[[ Input, beginning ]]

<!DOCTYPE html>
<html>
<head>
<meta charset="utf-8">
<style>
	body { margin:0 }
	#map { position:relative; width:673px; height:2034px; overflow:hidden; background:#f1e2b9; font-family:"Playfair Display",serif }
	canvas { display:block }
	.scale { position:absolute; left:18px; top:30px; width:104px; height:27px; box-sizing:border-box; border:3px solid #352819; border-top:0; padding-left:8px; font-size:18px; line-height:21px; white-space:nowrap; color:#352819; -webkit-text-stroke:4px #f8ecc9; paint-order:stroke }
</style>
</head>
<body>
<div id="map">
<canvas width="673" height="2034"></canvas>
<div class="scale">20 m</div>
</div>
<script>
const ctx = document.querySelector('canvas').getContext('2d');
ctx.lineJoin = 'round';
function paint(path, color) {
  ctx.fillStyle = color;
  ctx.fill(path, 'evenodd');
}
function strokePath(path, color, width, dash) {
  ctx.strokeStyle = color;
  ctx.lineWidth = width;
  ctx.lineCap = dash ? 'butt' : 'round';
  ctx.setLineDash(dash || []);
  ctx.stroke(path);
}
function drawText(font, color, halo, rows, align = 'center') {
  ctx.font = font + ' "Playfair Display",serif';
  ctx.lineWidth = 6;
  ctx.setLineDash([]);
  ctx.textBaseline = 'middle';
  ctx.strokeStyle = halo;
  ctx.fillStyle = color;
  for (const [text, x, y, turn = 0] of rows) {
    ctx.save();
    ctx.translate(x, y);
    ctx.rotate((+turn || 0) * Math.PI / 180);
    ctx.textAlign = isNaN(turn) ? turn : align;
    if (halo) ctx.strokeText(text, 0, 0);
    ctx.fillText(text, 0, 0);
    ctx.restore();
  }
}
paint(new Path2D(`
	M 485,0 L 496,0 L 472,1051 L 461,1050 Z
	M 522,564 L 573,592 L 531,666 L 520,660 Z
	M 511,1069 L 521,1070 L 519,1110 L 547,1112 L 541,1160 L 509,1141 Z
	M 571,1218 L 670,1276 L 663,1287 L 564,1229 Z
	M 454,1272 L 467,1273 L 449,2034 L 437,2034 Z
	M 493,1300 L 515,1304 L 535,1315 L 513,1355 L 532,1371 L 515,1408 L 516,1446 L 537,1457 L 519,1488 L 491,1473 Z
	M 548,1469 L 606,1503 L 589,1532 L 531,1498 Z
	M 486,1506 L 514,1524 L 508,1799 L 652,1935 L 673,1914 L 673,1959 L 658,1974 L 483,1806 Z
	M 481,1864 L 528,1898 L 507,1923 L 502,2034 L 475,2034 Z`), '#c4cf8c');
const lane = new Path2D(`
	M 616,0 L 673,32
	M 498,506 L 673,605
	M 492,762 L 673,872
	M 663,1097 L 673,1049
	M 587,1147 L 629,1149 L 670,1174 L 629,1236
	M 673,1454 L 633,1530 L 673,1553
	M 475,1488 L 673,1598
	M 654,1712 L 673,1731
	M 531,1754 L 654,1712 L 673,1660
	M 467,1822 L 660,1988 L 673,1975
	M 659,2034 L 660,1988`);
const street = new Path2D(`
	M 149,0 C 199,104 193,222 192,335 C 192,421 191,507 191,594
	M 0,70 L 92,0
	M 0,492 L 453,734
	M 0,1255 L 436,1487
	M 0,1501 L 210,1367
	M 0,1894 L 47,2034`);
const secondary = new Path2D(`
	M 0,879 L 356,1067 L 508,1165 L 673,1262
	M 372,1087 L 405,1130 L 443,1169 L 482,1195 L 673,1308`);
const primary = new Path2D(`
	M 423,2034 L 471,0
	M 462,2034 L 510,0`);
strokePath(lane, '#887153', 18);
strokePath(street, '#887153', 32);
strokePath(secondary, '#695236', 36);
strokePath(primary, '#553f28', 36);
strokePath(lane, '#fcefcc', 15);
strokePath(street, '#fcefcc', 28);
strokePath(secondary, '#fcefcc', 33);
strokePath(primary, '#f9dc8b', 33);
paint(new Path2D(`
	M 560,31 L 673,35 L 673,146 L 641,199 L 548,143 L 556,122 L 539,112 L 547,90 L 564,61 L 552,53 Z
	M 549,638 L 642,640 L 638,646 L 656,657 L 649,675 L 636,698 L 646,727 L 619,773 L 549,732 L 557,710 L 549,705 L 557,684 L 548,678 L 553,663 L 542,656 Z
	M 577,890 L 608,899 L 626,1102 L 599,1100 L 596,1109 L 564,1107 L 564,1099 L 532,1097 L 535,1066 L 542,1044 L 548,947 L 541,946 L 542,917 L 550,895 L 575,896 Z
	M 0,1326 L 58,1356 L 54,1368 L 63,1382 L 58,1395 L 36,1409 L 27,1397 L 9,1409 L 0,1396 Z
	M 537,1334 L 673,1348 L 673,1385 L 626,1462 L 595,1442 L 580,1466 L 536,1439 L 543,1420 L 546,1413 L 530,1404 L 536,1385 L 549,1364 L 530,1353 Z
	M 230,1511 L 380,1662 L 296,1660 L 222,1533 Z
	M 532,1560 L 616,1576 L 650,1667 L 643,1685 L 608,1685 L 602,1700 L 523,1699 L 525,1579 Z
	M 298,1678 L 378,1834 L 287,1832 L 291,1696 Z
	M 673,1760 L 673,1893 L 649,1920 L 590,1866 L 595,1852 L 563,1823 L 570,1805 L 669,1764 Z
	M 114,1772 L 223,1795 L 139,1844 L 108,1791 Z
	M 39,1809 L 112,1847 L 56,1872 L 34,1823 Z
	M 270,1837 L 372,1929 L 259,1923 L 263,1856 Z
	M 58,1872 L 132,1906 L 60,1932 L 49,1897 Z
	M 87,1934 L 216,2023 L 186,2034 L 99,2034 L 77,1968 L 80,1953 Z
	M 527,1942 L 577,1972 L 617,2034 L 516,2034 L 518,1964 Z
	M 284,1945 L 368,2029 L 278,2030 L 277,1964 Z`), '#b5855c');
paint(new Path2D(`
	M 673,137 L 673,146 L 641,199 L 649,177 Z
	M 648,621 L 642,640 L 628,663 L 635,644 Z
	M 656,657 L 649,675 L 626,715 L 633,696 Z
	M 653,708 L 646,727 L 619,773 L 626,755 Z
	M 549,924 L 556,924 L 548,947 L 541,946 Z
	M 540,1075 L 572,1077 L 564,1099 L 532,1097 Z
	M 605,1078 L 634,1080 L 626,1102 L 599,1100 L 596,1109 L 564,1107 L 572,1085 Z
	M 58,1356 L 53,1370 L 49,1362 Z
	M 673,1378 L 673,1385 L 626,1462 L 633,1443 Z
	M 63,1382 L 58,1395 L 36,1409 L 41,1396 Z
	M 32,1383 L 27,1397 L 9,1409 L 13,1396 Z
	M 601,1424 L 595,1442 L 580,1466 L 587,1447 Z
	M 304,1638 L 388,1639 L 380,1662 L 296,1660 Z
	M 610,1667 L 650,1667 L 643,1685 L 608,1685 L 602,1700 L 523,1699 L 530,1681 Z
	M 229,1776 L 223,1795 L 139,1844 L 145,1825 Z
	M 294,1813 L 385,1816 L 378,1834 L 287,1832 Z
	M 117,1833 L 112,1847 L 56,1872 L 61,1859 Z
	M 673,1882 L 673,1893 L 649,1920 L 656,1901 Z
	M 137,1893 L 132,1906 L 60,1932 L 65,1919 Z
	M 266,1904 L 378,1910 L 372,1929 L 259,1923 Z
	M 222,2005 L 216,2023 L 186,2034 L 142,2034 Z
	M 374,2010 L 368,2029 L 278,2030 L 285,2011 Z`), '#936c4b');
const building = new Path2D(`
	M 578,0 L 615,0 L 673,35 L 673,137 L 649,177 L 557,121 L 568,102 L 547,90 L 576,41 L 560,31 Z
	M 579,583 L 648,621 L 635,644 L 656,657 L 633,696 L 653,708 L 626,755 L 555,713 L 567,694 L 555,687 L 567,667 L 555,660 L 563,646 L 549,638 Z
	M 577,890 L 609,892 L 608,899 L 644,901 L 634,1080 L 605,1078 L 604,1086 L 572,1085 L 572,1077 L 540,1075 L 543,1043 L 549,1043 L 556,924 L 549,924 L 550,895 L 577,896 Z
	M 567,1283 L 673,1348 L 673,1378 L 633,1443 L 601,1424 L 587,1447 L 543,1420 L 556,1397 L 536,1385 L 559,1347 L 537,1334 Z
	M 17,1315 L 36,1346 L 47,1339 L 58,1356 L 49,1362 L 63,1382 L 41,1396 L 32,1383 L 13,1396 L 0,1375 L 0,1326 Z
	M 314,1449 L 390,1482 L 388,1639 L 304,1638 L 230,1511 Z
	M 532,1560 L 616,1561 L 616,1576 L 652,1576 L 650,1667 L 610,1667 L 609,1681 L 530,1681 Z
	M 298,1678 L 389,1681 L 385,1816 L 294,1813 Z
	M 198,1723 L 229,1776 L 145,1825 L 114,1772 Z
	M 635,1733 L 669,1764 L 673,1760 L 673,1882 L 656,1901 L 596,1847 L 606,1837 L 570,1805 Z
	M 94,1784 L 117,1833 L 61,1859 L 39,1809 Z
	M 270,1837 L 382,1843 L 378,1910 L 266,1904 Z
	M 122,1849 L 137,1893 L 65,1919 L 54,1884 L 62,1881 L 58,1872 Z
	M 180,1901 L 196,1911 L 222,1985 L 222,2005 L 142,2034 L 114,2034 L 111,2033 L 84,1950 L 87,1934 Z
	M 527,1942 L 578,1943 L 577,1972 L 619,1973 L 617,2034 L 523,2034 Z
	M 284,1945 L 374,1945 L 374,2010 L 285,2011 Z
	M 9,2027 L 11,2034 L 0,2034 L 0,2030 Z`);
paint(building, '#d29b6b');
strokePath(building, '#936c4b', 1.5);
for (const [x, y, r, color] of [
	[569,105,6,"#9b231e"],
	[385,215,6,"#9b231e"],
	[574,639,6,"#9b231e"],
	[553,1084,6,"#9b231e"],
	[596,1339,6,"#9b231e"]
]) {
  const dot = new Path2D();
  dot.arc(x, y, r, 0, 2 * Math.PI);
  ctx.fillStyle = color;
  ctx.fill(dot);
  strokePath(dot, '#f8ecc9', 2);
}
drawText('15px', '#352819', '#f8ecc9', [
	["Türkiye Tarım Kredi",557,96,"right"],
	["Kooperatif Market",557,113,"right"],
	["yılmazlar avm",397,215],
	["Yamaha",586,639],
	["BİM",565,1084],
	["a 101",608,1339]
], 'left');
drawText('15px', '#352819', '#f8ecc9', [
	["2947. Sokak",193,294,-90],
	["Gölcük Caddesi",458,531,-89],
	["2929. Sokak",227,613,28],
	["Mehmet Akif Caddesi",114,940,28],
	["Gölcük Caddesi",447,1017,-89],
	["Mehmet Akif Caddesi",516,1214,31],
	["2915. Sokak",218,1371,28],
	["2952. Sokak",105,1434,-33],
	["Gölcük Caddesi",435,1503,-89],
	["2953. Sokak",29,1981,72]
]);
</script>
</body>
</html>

[[ Input, end ]]

In the records above, find every line that contains the word "canvas" and copy it.

	canvas { display:block }
<canvas width="673" height="2034"></canvas>
const ctx = document.querySelector('canvas').getContext('2d');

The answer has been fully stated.